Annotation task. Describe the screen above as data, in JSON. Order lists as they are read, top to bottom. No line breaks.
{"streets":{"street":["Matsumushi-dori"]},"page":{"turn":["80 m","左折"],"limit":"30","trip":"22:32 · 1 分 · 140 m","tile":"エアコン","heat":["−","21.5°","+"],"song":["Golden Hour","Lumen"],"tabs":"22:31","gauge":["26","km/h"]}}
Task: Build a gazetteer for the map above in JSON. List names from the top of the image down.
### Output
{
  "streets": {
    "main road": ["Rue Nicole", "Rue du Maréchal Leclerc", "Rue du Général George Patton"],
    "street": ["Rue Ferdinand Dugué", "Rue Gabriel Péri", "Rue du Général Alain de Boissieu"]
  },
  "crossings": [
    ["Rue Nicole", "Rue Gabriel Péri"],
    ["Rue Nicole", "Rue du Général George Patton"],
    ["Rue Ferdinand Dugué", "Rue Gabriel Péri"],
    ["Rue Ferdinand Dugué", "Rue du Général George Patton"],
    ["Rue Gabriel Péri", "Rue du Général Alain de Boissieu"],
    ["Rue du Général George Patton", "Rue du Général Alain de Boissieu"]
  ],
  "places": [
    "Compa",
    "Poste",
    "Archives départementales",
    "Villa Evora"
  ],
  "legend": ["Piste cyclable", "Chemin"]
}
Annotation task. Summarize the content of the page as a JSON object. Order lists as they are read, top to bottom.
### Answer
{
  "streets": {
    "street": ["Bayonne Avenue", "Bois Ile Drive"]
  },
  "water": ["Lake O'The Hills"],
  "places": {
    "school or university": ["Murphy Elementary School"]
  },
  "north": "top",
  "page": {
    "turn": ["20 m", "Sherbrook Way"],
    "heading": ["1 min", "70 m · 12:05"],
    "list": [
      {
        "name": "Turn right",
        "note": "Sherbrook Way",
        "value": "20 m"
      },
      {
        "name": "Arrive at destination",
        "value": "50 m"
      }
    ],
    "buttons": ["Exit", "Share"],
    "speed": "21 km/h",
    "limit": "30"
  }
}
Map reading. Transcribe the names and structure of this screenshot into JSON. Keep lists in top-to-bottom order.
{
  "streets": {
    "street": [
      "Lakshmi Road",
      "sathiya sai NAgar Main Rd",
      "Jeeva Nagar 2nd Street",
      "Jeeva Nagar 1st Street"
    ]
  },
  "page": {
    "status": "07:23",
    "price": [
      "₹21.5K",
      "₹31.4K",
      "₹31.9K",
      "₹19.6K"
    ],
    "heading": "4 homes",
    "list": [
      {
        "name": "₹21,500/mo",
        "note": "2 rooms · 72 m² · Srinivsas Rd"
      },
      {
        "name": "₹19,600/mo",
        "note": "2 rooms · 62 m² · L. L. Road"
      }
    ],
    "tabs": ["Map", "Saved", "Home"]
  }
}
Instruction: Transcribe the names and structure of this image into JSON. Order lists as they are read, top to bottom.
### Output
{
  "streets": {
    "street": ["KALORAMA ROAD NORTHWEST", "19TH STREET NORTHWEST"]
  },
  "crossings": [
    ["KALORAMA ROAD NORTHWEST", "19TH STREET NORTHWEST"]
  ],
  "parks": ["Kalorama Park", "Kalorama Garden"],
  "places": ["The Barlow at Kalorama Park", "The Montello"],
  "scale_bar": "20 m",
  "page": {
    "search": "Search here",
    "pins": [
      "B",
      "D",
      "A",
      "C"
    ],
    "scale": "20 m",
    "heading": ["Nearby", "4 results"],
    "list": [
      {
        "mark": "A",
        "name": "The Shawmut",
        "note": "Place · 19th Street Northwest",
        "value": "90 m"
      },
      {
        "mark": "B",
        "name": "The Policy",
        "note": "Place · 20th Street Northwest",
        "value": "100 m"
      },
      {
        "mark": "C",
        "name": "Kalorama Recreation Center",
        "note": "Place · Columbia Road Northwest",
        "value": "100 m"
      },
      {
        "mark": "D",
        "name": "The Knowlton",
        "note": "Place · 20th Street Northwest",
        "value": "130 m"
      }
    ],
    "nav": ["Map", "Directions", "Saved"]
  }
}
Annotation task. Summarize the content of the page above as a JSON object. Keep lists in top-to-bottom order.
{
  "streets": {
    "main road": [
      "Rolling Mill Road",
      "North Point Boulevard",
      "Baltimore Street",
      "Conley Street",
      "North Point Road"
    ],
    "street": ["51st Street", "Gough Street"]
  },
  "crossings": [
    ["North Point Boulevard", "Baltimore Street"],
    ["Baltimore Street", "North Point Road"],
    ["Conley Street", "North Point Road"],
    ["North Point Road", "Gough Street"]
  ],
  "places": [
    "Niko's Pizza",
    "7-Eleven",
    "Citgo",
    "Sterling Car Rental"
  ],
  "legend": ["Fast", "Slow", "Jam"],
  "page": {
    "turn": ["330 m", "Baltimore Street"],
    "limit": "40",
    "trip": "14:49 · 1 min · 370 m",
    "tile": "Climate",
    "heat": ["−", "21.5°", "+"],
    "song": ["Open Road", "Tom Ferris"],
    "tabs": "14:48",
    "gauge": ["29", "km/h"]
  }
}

--

■ **Exercise prompt**: For each line in the data that holds the word "image", copy the line.

■ **Written response**:
Task: Build a gazetteer for the map above in JSON. List names from the top of the image down.
Instruction: Transcribe the names and structure of this image into JSON. Order lists as they are read, top to bottom.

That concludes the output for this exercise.